Could you give back every entry below exactly, with the pictures dropped?

Provided records
((
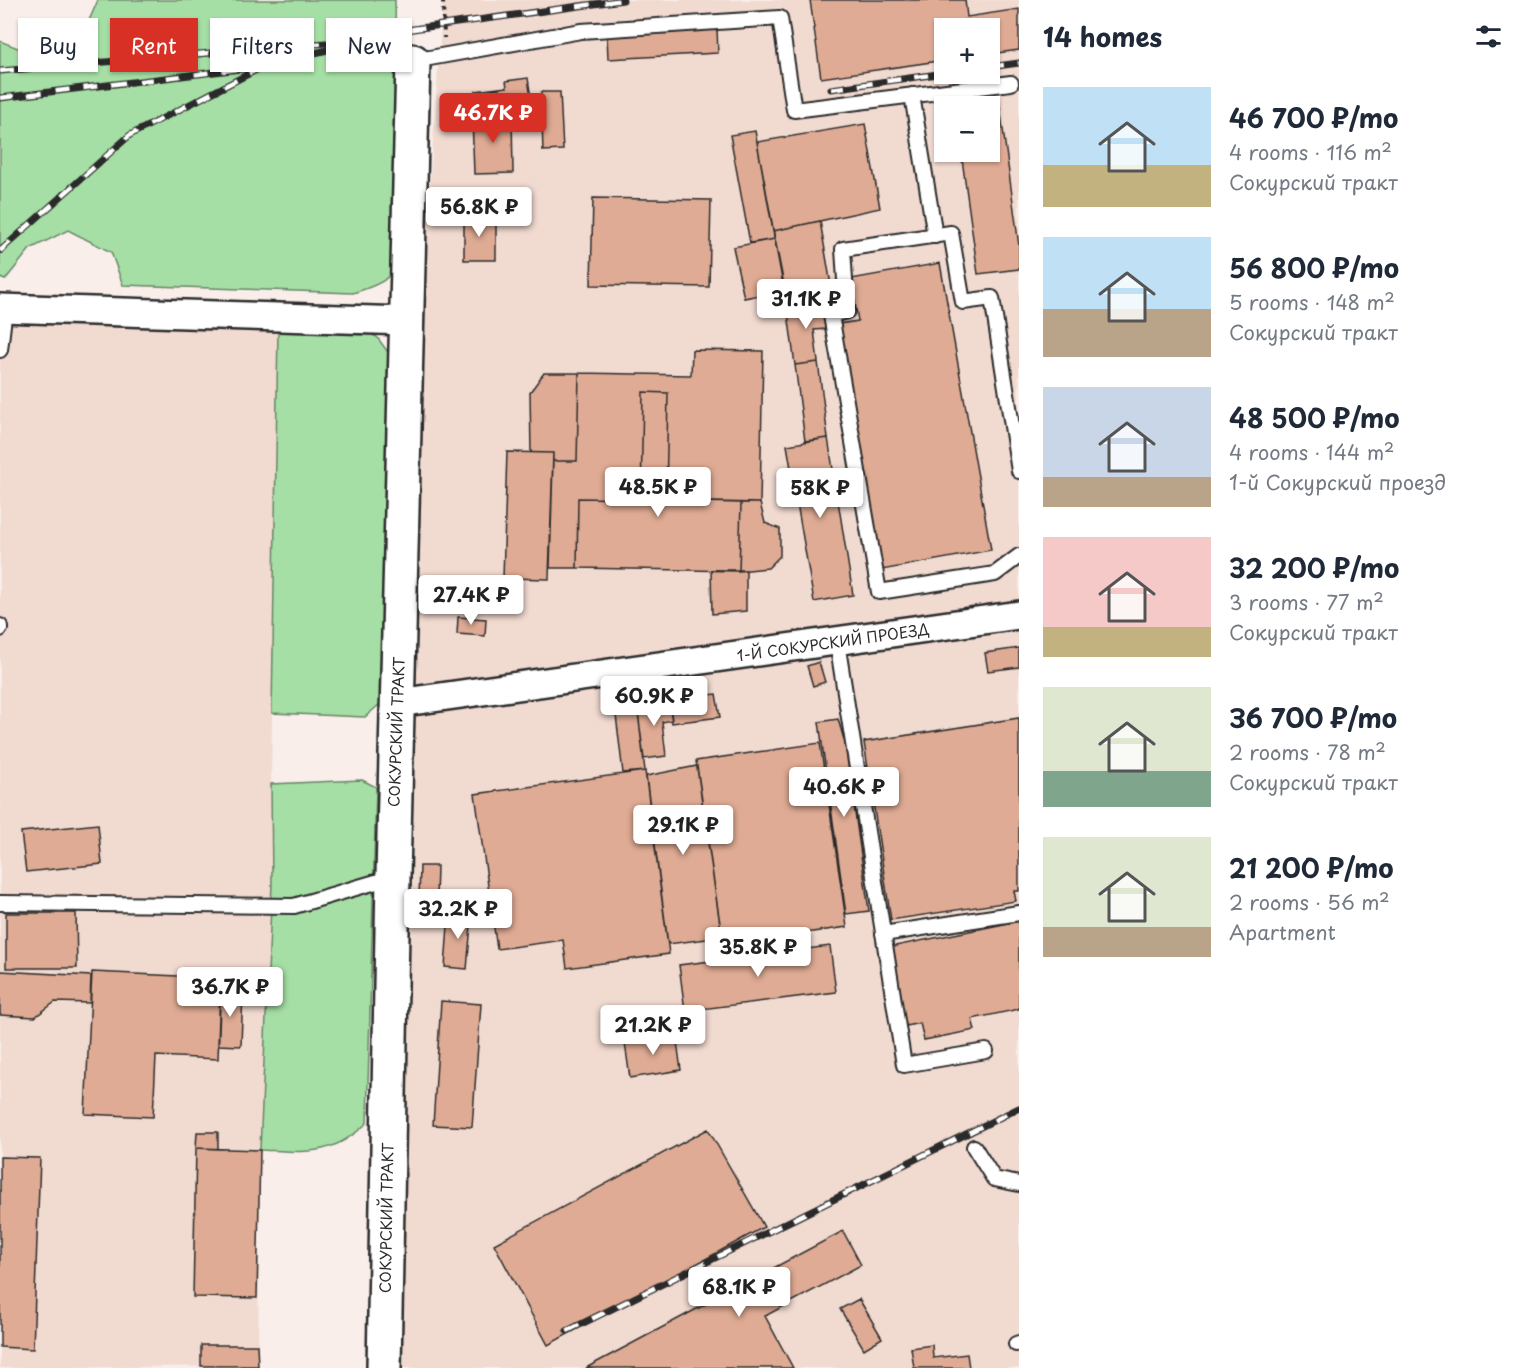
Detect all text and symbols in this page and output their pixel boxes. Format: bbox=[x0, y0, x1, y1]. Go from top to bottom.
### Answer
text: 14 homes bbox=[1043, 17, 1162, 56]
chip: Buy bbox=[18, 18, 98, 72]
chip: Rent bbox=[110, 18, 198, 72]
chip: Filters bbox=[210, 18, 314, 72]
chip: New bbox=[326, 18, 412, 72]
map controls bbox=[934, 18, 1000, 162]
button: + bbox=[934, 18, 1000, 84]
icon: filters bbox=[1472, 20, 1505, 53]
pin: 46.7K ₽ bbox=[438, 93, 548, 144]
button: − bbox=[934, 96, 1000, 162]
text: 46.7K ₽ bbox=[453, 97, 533, 127]
text: 46 700 ₽/mo bbox=[1229, 98, 1398, 137]
icon: home bbox=[1091, 111, 1163, 183]
text: 4 rooms · 116 m² bbox=[1229, 137, 1392, 167]
text: Сокурский тракт bbox=[1229, 167, 1398, 197]
pin: 56.8K ₽ bbox=[424, 187, 534, 238]
text: 56.8K ₽ bbox=[440, 191, 518, 221]
text: 56 800 ₽/mo bbox=[1229, 248, 1399, 287]
icon: home bbox=[1091, 261, 1163, 333]
pin: 31.1K ₽ bbox=[751, 279, 861, 330]
text: 31.1K ₽ bbox=[771, 283, 841, 313]
text: 5 rooms · 148 m² bbox=[1229, 287, 1395, 317]
text: Сокурский тракт bbox=[1229, 317, 1398, 347]
text: 48 500 ₽/mo bbox=[1229, 398, 1400, 437]
icon: home bbox=[1091, 411, 1163, 483]
text: 4 rooms · 144 m² bbox=[1229, 437, 1394, 467]
pin: 48.5K ₽ bbox=[603, 467, 713, 518]
text: 1-й Сокурский проезд bbox=[1229, 467, 1446, 497]
pin: 58K ₽ bbox=[778, 468, 862, 519]
text: 48.5K ₽ bbox=[619, 471, 697, 501]
text: 58K ₽ bbox=[790, 472, 850, 502]
text: 32 200 ₽/mo bbox=[1229, 548, 1399, 587]
icon: home bbox=[1091, 561, 1163, 633]
pin: 27.4K ₽ bbox=[416, 575, 526, 626]
text: 27.4K ₽ bbox=[432, 579, 510, 609]
text: 3 rooms · 77 m² bbox=[1229, 587, 1384, 617]
street label: 1-Й СОКУРСКИЙ ПРОЕЗД bbox=[735, 617, 931, 666]
text: Сокурский тракт bbox=[1229, 617, 1398, 647]
street label: СОКУРСКИЙ ТРАКТ bbox=[381, 656, 410, 808]
pin: 60.9K ₽ bbox=[599, 676, 709, 727]
text: 60.9K ₽ bbox=[614, 680, 694, 710]
text: 36 700 ₽/mo bbox=[1229, 698, 1397, 737]
icon: home bbox=[1091, 711, 1163, 783]
text: 2 rooms · 78 m² bbox=[1229, 737, 1386, 767]
pin: 40.6K ₽ bbox=[789, 767, 899, 818]
text: Сокурский тракт bbox=[1229, 767, 1398, 797]
text: 40.6K ₽ bbox=[803, 771, 885, 801]
pin: 29.1K ₽ bbox=[628, 805, 738, 856]
text: 29.1K ₽ bbox=[647, 809, 719, 839]
text: 21 200 ₽/mo bbox=[1229, 848, 1393, 887]
icon: home bbox=[1091, 861, 1163, 933]
text: 2 rooms · 56 m² bbox=[1229, 887, 1390, 917]
pin: 32.2K ₽ bbox=[403, 889, 513, 940]
text: 32.2K ₽ bbox=[418, 893, 498, 923]
text: Apartment bbox=[1229, 917, 1336, 947]
pin: 35.8K ₽ bbox=[703, 927, 813, 978]
text: 35.8K ₽ bbox=[719, 931, 797, 961]
pin: 36.7K ₽ bbox=[175, 967, 285, 1018]
text: 36.7K ₽ bbox=[191, 971, 269, 1001]
pin: 21.2K ₽ bbox=[598, 1005, 708, 1056]
text: 21.2K ₽ bbox=[614, 1009, 692, 1039]
street label: СОКУРСКИЙ ТРАКТ bbox=[373, 1142, 398, 1293]
pin: 68.1K ₽ bbox=[684, 1267, 794, 1318]
text: 68.1K ₽ bbox=[702, 1271, 776, 1301]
))
Result below
Detect all text and symbols in this page and output their pixel boxes. Format: bbox=[x0, y0, x1, y1]. Go from top to bottom.
### Answer
text: 14 homes bbox=[1043, 17, 1162, 56]
chip: Buy bbox=[18, 18, 98, 72]
chip: Rent bbox=[110, 18, 198, 72]
chip: Filters bbox=[210, 18, 314, 72]
chip: New bbox=[326, 18, 412, 72]
map controls bbox=[934, 18, 1000, 162]
button: + bbox=[934, 18, 1000, 84]
icon: filters bbox=[1472, 20, 1505, 53]
pin: 46.7K ₽ bbox=[438, 93, 548, 144]
button: − bbox=[934, 96, 1000, 162]
text: 46.7K ₽ bbox=[453, 97, 533, 127]
text: 46 700 ₽/mo bbox=[1229, 98, 1398, 137]
icon: home bbox=[1091, 111, 1163, 183]
text: 4 rooms · 116 m² bbox=[1229, 137, 1392, 167]
text: Сокурский тракт bbox=[1229, 167, 1398, 197]
pin: 56.8K ₽ bbox=[424, 187, 534, 238]
text: 56.8K ₽ bbox=[440, 191, 518, 221]
text: 56 800 ₽/mo bbox=[1229, 248, 1399, 287]
icon: home bbox=[1091, 261, 1163, 333]
pin: 31.1K ₽ bbox=[751, 279, 861, 330]
text: 31.1K ₽ bbox=[771, 283, 841, 313]
text: 5 rooms · 148 m² bbox=[1229, 287, 1395, 317]
text: Сокурский тракт bbox=[1229, 317, 1398, 347]
text: 48 500 ₽/mo bbox=[1229, 398, 1400, 437]
icon: home bbox=[1091, 411, 1163, 483]
text: 4 rooms · 144 m² bbox=[1229, 437, 1394, 467]
pin: 48.5K ₽ bbox=[603, 467, 713, 518]
text: 1-й Сокурский проезд bbox=[1229, 467, 1446, 497]
pin: 58K ₽ bbox=[778, 468, 862, 519]
text: 48.5K ₽ bbox=[619, 471, 697, 501]
text: 58K ₽ bbox=[790, 472, 850, 502]
text: 32 200 ₽/mo bbox=[1229, 548, 1399, 587]
icon: home bbox=[1091, 561, 1163, 633]
pin: 27.4K ₽ bbox=[416, 575, 526, 626]
text: 27.4K ₽ bbox=[432, 579, 510, 609]
text: 3 rooms · 77 m² bbox=[1229, 587, 1384, 617]
street label: 1-Й СОКУРСКИЙ ПРОЕЗД bbox=[735, 617, 931, 666]
text: Сокурский тракт bbox=[1229, 617, 1398, 647]
street label: СОКУРСКИЙ ТРАКТ bbox=[381, 656, 410, 808]
pin: 60.9K ₽ bbox=[599, 676, 709, 727]
text: 60.9K ₽ bbox=[614, 680, 694, 710]
text: 36 700 ₽/mo bbox=[1229, 698, 1397, 737]
icon: home bbox=[1091, 711, 1163, 783]
text: 2 rooms · 78 m² bbox=[1229, 737, 1386, 767]
pin: 40.6K ₽ bbox=[789, 767, 899, 818]
text: Сокурский тракт bbox=[1229, 767, 1398, 797]
text: 40.6K ₽ bbox=[803, 771, 885, 801]
pin: 29.1K ₽ bbox=[628, 805, 738, 856]
text: 29.1K ₽ bbox=[647, 809, 719, 839]
text: 21 200 ₽/mo bbox=[1229, 848, 1393, 887]
icon: home bbox=[1091, 861, 1163, 933]
text: 2 rooms · 56 m² bbox=[1229, 887, 1390, 917]
pin: 32.2K ₽ bbox=[403, 889, 513, 940]
text: 32.2K ₽ bbox=[418, 893, 498, 923]
text: Apartment bbox=[1229, 917, 1336, 947]
pin: 35.8K ₽ bbox=[703, 927, 813, 978]
text: 35.8K ₽ bbox=[719, 931, 797, 961]
pin: 36.7K ₽ bbox=[175, 967, 285, 1018]
text: 36.7K ₽ bbox=[191, 971, 269, 1001]
pin: 21.2K ₽ bbox=[598, 1005, 708, 1056]
text: 21.2K ₽ bbox=[614, 1009, 692, 1039]
street label: СОКУРСКИЙ ТРАКТ bbox=[373, 1142, 398, 1293]
pin: 68.1K ₽ bbox=[684, 1267, 794, 1318]
text: 68.1K ₽ bbox=[702, 1271, 776, 1301]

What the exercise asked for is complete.